La llegada de una sede a la única universidad pública del país, sin embargo, ocurriría en un momento marcado por la disputa global entre Washington y Pekín por ampliar su influencia en América Latina. En Estados Unidos, los Institutos Confucio han sido objeto de cuestionamientos por parte de autoridades que los consideran una herramienta de influencia del Gobierno chino dentro de instituciones académicas.
UNA RED CON PRESENCIA MUNDIAL
El modelo de los Institutos Confucio funciona mediante una estructura de cooperación entre instituciones chinas y extranjeras.

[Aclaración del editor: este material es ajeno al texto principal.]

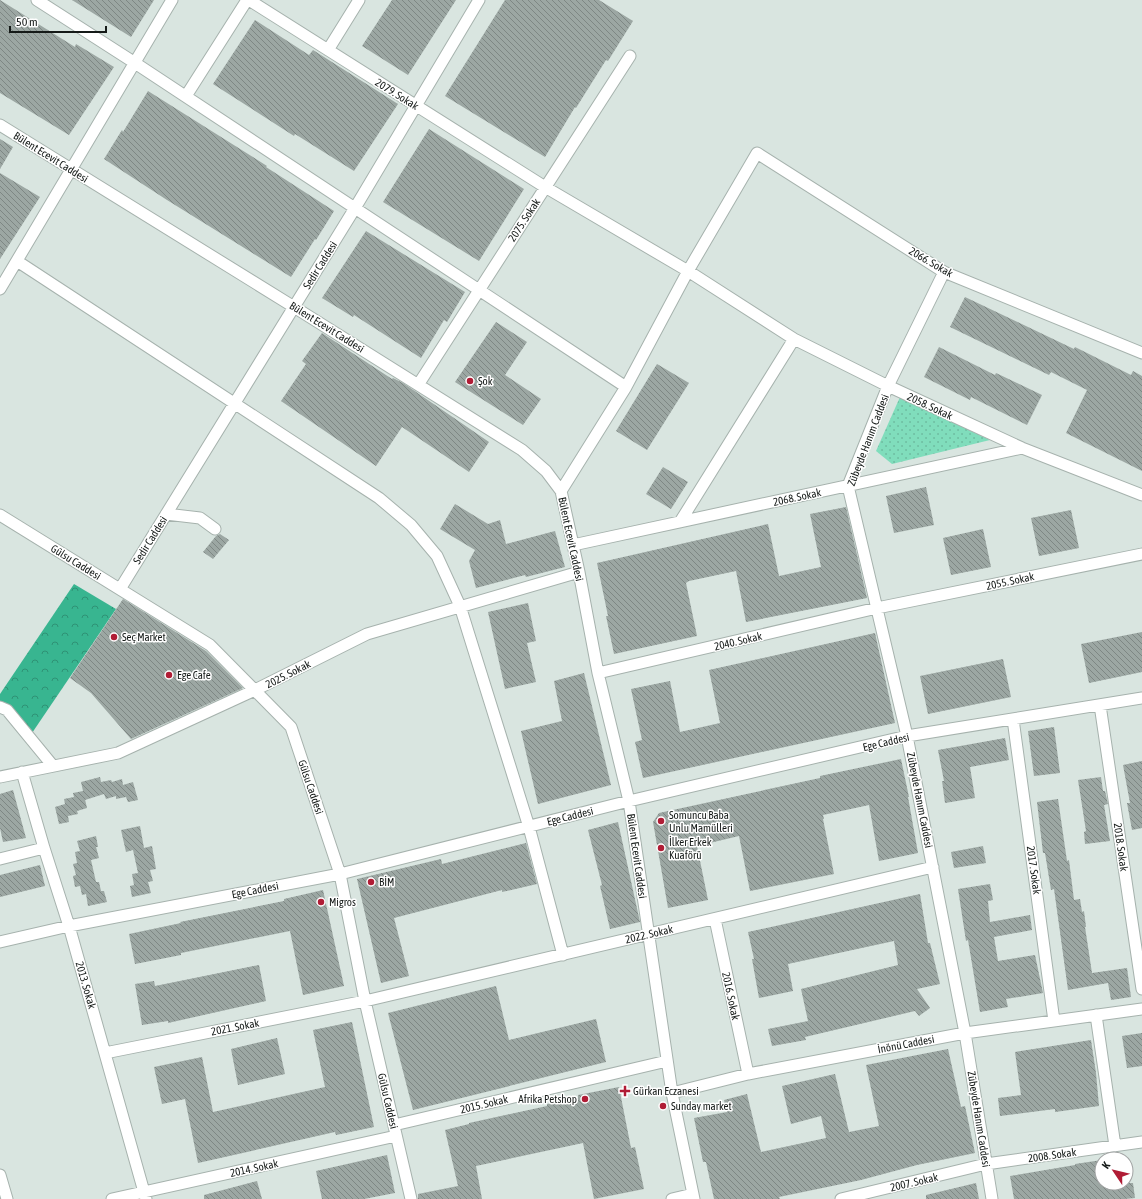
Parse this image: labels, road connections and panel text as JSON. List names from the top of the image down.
{
  "streets": {
    "street": [
      "2079. Sokak",
      "Bülent Ecevit Caddesi",
      "2075. Sokak",
      "2066. Sokak",
      "Sedir Caddesi",
      "2058. Sokak",
      "Zübeyde Hanım Caddesi",
      "2068. Sokak",
      "Gülsu Caddesi",
      "2055. Sokak",
      "2040. Sokak",
      "2025. Sokak",
      "Ege Caddesi",
      "2018. Sokak",
      "2017. Sokak",
      "2022. Sokak",
      "2013. Sokak",
      "2016. Sokak",
      "2021. Sokak",
      "İnönü Caddesi",
      "2015. Sokak",
      "2008. Sokak",
      "2014. Sokak",
      "2007. Sokak"
    ]
  },
  "crossings": [
    ["2079. Sokak", "2075. Sokak"],
    ["2079. Sokak", "2066. Sokak"],
    ["2079. Sokak", "Sedir Caddesi"],
    ["2079. Sokak", "2058. Sokak"],
    ["Bülent Ecevit Caddesi", "2075. Sokak"],
    ["Bülent Ecevit Caddesi", "Sedir Caddesi"],
    ["Bülent Ecevit Caddesi", "2068. Sokak"],
    ["Bülent Ecevit Caddesi", "2040. Sokak"],
    ["Bülent Ecevit Caddesi", "2025. Sokak"],
    ["Bülent Ecevit Caddesi", "Ege Caddesi"],
    ["Bülent Ecevit Caddesi", "2022. Sokak"],
    ["Bülent Ecevit Caddesi", "İnönü Caddesi"],
    ["Bülent Ecevit Caddesi", "2015. Sokak"],
    ["2066. Sokak", "2058. Sokak"],
    ["2066. Sokak", "Zübeyde Hanım Caddesi"],
    ["Sedir Caddesi", "Gülsu Caddesi"],
    ["2058. Sokak", "Zübeyde Hanım Caddesi"],
    ["2058. Sokak", "2068. Sokak"],
    ["Zübeyde Hanım Caddesi", "2068. Sokak"],
    ["Zübeyde Hanım Caddesi", "2055. Sokak"],
    ["Zübeyde Hanım Caddesi", "2040. Sokak"],
    ["Zübeyde Hanım Caddesi", "Ege Caddesi"],
    ["Zübeyde Hanım Caddesi", "2022. Sokak"],
    ["Zübeyde Hanım Caddesi", "İnönü Caddesi"],
    ["Zübeyde Hanım Caddesi", "2008. Sokak"],
    ["Zübeyde Hanım Caddesi", "2007. Sokak"],
    ["Gülsu Caddesi", "2025. Sokak"],
    ["Gülsu Caddesi", "Ege Caddesi"],
    ["Gülsu Caddesi", "2022. Sokak"],
    ["Gülsu Caddesi", "2021. Sokak"],
    ["Gülsu Caddesi", "2015. Sokak"],
    ["Gülsu Caddesi", "2014. Sokak"],
    ["2055. Sokak", "2040. Sokak"],
    ["2025. Sokak", "2013. Sokak"],
    ["Ege Caddesi", "2018. Sokak"],
    ["Ege Caddesi", "2017. Sokak"],
    ["Ege Caddesi", "2013. Sokak"],
    ["2017. Sokak", "İnönü Caddesi"],
    ["2022. Sokak", "2016. Sokak"],
    ["2022. Sokak", "2021. Sokak"],
    ["2013. Sokak", "2021. Sokak"],
    ["2013. Sokak", "2014. Sokak"],
    ["2016. Sokak", "İnönü Caddesi"],
    ["2008. Sokak", "2007. Sokak"]
  ],
  "places": {
    "other": [
      "Şok",
      "Seç Market",
      "Ege Cafe",
      "Somuncu Baba Unlu Mamülleri",
      "İlker Erkek Kuaförü",
      "BİM",
      "Migros",
      "Afrika Petshop",
      "Sunday market"
    ],
    "health": ["Gürkan Eczanesi"]
  },
  "scale_bar": "50 m",
  "north": "top left"
}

La fundación responsable de la marca establece estándares generales, autoriza nuevas sedes y coordina procesos de evaluación; mientras que las universidades asociadas administran la operación cotidiana de cada instituto.
De acuerdo con la información institucional, las universidades anfitrionas son responsables de proporcionar condiciones para su funcionamiento, establecer mecanismos internos de trabajo y garantizar su desarrollo junto con sus socios chinos.
Ese esquema es precisamente uno de los puntos que ha generado debate internacional. Mientras sus defensores sostienen que representan oportunidades para aprender un idioma estratégico, acceder a becas y ampliar intercambios académicos, sus críticos advierten que pueden convertirse en mecanismos de diplomacia cultural utilizados por Pekín para proyectar su influencia.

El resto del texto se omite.